Maggie squeezed the cup but didn’t take a drink.

“Maggie,” Emily said. “I need you to take a drink of that water right now.”

The command worked where the request hadn’t. Maggie took a sip of the water. Emily rubbed her hand in slow circles on the girl’s back to try to keep her grounded. “I’m going to check your blood pressure, okay?”

Maggie nodded, apparently too disoriented to question that.

There was a cart nearby with a blood pressure cuff. Emily pulled it over and wrapped it around the girl’s arm. Her blood pressure was low, but not dangerously so. “Stay right here, okay?” Emily said. “I’m going to grab you a cookie.”

Maggie buried her head in her hands.

Emily went to the nurses’ station and grabbed a couple of the chocolate chip cookies that were kept there. She hurried back to Maggie’s side. “No nuts in these, but they do have chocolate,” she said. “Are you okay to eat chocolate? No allergies?”

“No,” Maggie said, and Emily handed over one of the cookies.

Chad came around the corner. “That was intense,” he said to the room at large. Then he caught sight of Emily. “What happened? You get squeamish?”

“No,” Emily said. She didn’t feel any particular need to explain herself to Chad.

“Well, you missed all the action,” Chad told her as Dr. Berger came around the corner.

Emily ignored him. She rose to her feet and went to Dr. Berger. “Doctor, is the little girl going to be all right?”

“Broken ribs and a concussion, but no internal bleeding. She should be fine.” Dr. Berger gave her an appraising look. “And where were you?”

“The babysitter who came in with her was showing signs of shock, so I checked her over and made sure she was all right.”

“And is she?”

“I think she’s fine, just a little shaken up. That’s her over there, if you want to check for yourself.”

Dr. Berger nodded. “That was smart,” he told her grudgingly. “No one else caught that. Good job, Dr. Swinton.”

Emily felt as if she had just been handed an Academy Award. She knew she had taken a risk by not following the rest of the interns when the patient had arrived, but she also felt sure she had done the right thing. It was icing on the cake to realize that Dr. Berger saw it that way too.

Maybe, just maybe, she had begun to make up for the mistake she had made on the first day.

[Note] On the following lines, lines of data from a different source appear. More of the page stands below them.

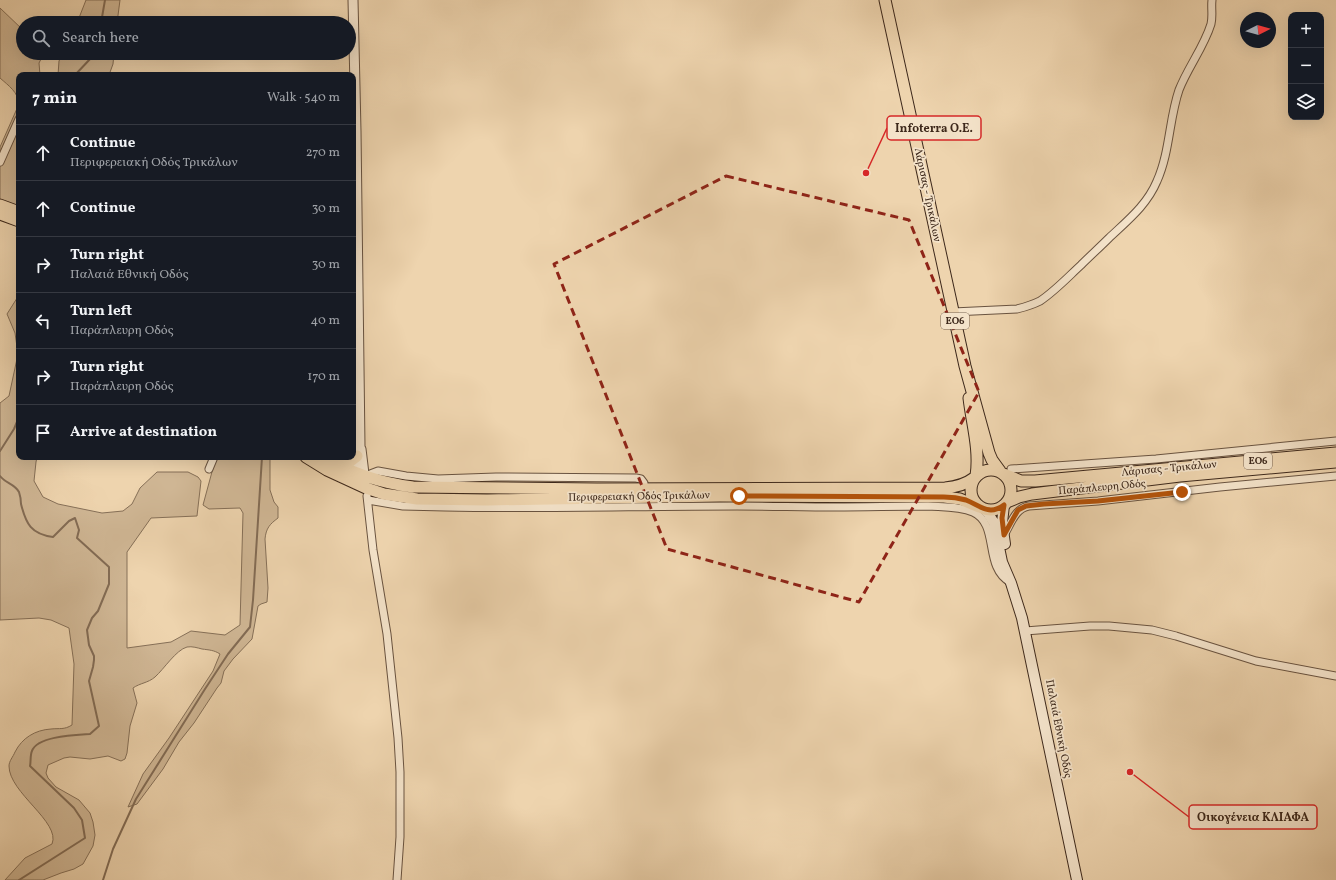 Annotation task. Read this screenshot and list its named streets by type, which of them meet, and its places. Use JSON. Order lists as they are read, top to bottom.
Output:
{
  "streets": {
    "main road": [
      "Λάρισας - Τρικάλων",
      "ΕΟ6",
      "Περιφερειακή Οδός Τρικάλων",
      "Παλαιά Εθνική Οδός"
    ],
    "street": ["Παράπλευρη Οδός"]
  },
  "crossings": [
    ["Λάρισας - Τρικάλων", "ΕΟ6"],
    ["Λάρισας - Τρικάλων", "Περιφερειακή Οδός Τρικάλων"],
    ["Λάρισας - Τρικάλων", "Παλαιά Εθνική Οδός"],
    ["ΕΟ6", "Περιφερειακή Οδός Τρικάλων"],
    ["ΕΟ6", "Παλαιά Εθνική Οδός"],
    ["Παράπλευρη Οδός", "Παλαιά Εθνική Οδός"],
    ["Περιφερειακή Οδός Τρικάλων", "Παλαιά Εθνική Οδός"]
  ],
  "places": ["Infoterra Ο.Ε.", "Οικογένεια ΚΛΙΑΦΑ"],
  "north": "right",
  "page": {
    "map_buttons": ["+", "−"],
    "search": "Search here",
    "heading": ["7 min", "Walk · 540 m"],
    "list": [
      ["Continue", "Περιφερειακή Οδός Τρικάλων", "270 m"],
      ["Continue", "30 m"],
      ["Turn right", "Παλαιά Εθνική Οδός", "30 m"],
      ["Turn left", "Παράπλευρη Οδός", "40 m"],
      ["Turn right", "Παράπλευρη Οδός", "170 m"],
      "Arrive at destination"
    ]
  }
} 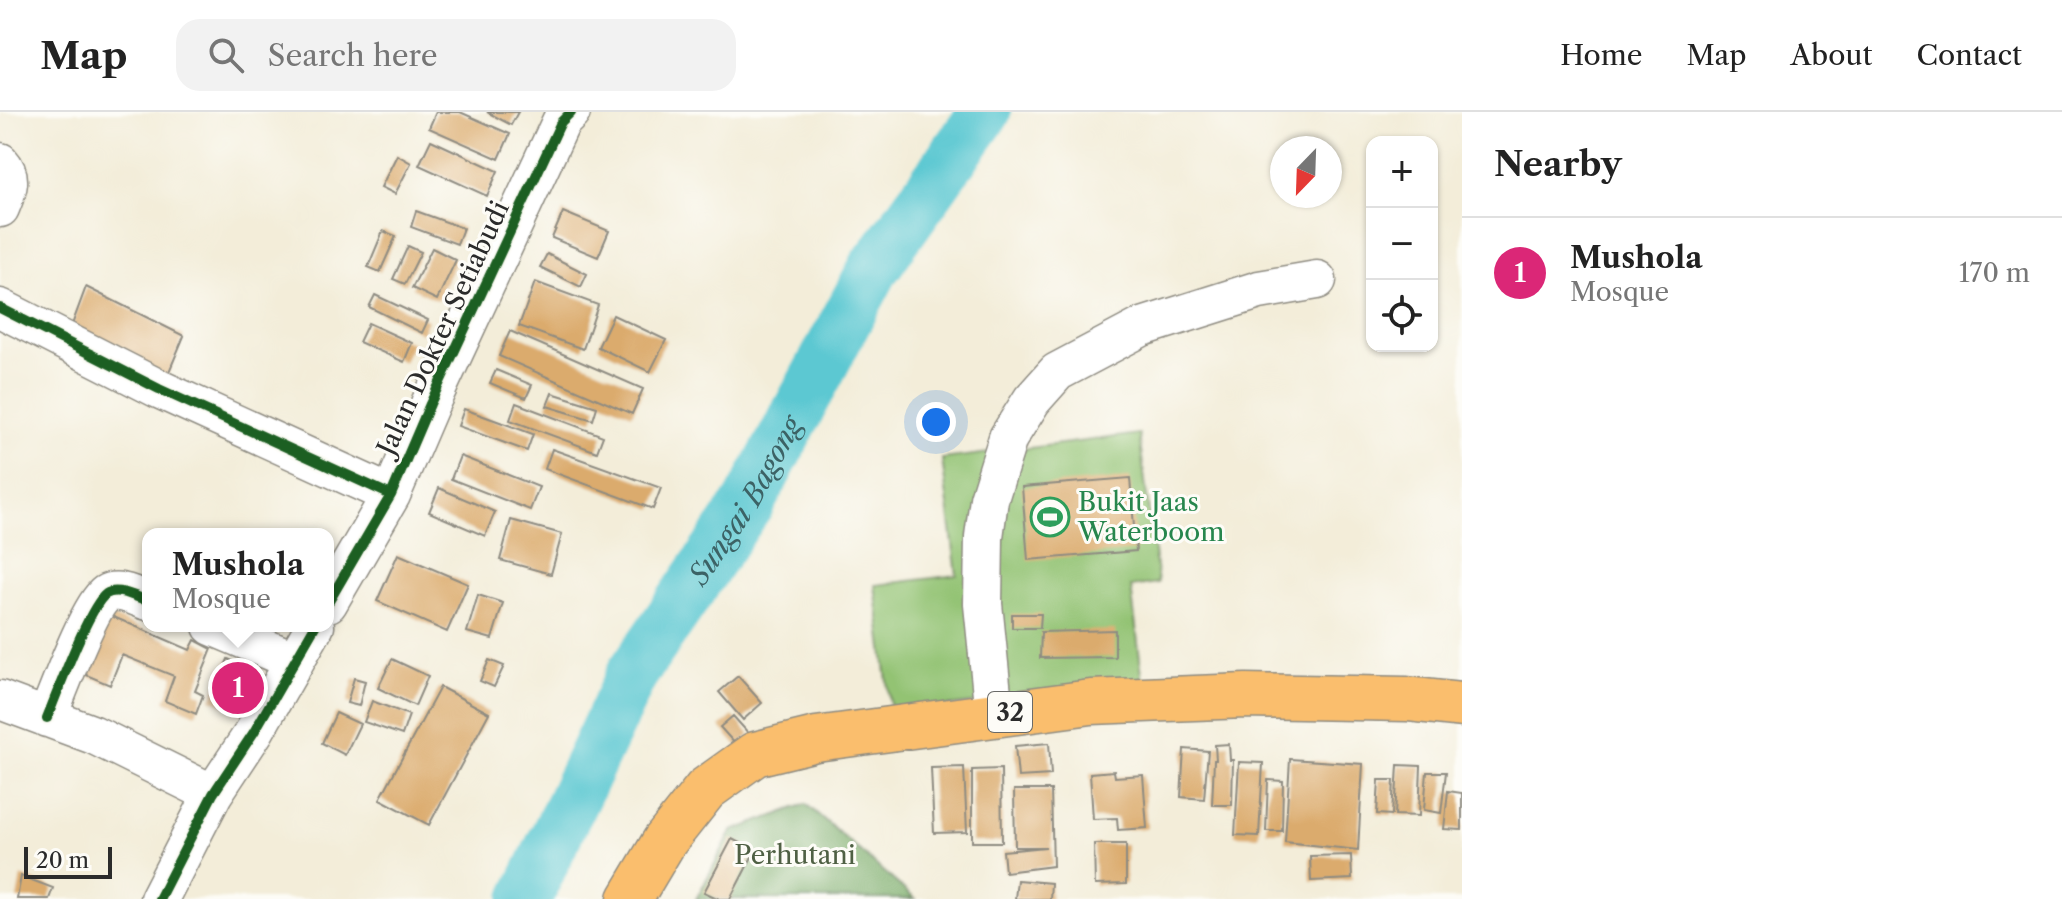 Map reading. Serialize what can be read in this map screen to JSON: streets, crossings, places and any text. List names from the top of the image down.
{
  "streets": {
    "highway": ["32"],
    "street": ["Jalan Dokter Setiabudi"]
  },
  "water": ["Sungai Bagong"],
  "parks": ["Perhutani"],
  "places": {
    "sports": ["Bukit Jaas Waterboom"]
  },
  "scale_bar": "20 m",
  "north": "bottom left",
  "page": {
    "header": "Map",
    "search": "Search here",
    "nav": [
      "Home",
      "Map",
      "About",
      "Contact"
    ],
    "heading": "Nearby",
    "map_buttons": ["+", "−"],
    "list": [
      {
        "mark": "1",
        "name": "Mushola",
        "note": "Mosque",
        "value": "170 m"
      }
    ],
    "popup": ["Mushola", "Mosque"],
    "pins": "1",
    "scale": "20 m"
  }
} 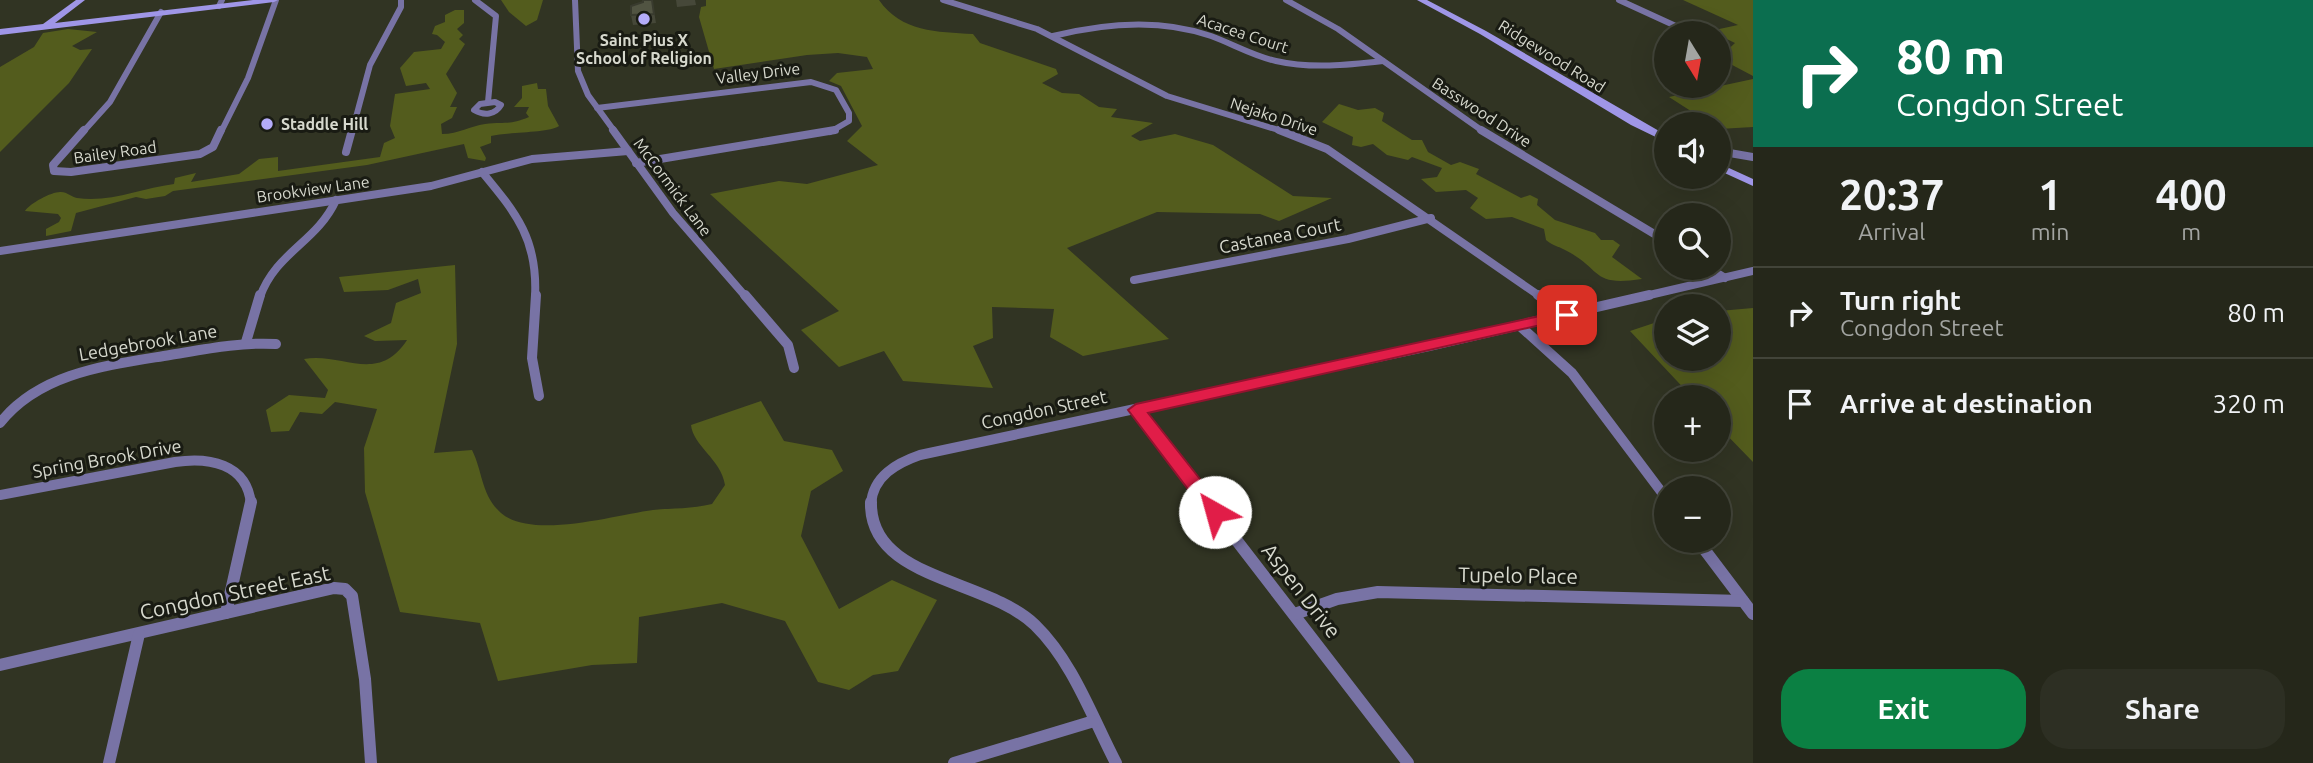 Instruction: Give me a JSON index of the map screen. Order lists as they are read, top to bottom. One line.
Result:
{"streets":{"main road":["Ridgewood Road"],"street":["Acacea Court","Valley Drive","Basswood Drive","Nejako Drive","Bailey Road","McCormick Lane","Brookview Lane","Castanea Court","Ledgebrook Lane","Congdon Street","Spring Brook Drive","Tupelo Place","Aspen Drive","Congdon Street East"]},"crossings":[["Acacea Court","Basswood Drive"],["Acacea Court","Nejako Drive"],["Valley Drive","McCormick Lane"],["Nejako Drive","Castanea Court"],["Nejako Drive","Congdon Street"],["McCormick Lane","Brookview Lane"],["Congdon Street","Aspen Drive"],["Spring Brook Drive","Congdon Street East"],["Tupelo Place","Aspen Drive"]],"places":["Saint Pius X School of Religion","Staddle Hill"],"north":"bottom","page":{"turn":["80 m","Congdon Street"],"map_buttons":["+","−"],"eta":["20:37","Arrival","1","min","400","m"],"list":[{"name":"Turn right","note":"Congdon Street","value":"80 m"},{"name":"Arrive at destination","value":"320 m"}],"buttons":["Exit","Share"]}}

She glanced over at Chad and saw that he was looking at her with something like disgust on his face. She wasn’t surprised. Of course he would hate to see her doing well, getting any sort of recognition.

She smiled at him.

He scoffed and turned away from her.

“Is there anything in particular you’d like me to do right now, Dr. Berger?” she asked. “Otherwise, I can go sit with Maggie, maybe help her reach out to her parents. She’s just a kid herself. I don’t think she should be alone right now.”

“That’s a good idea,” Dr. Berger agreed. “You go ahead and do that, at least until the next patient arrives.”

It occurred to Emily as she sat down next to Maggie again that Chad would probably think this was nurse work.

But that just showed how little he knew.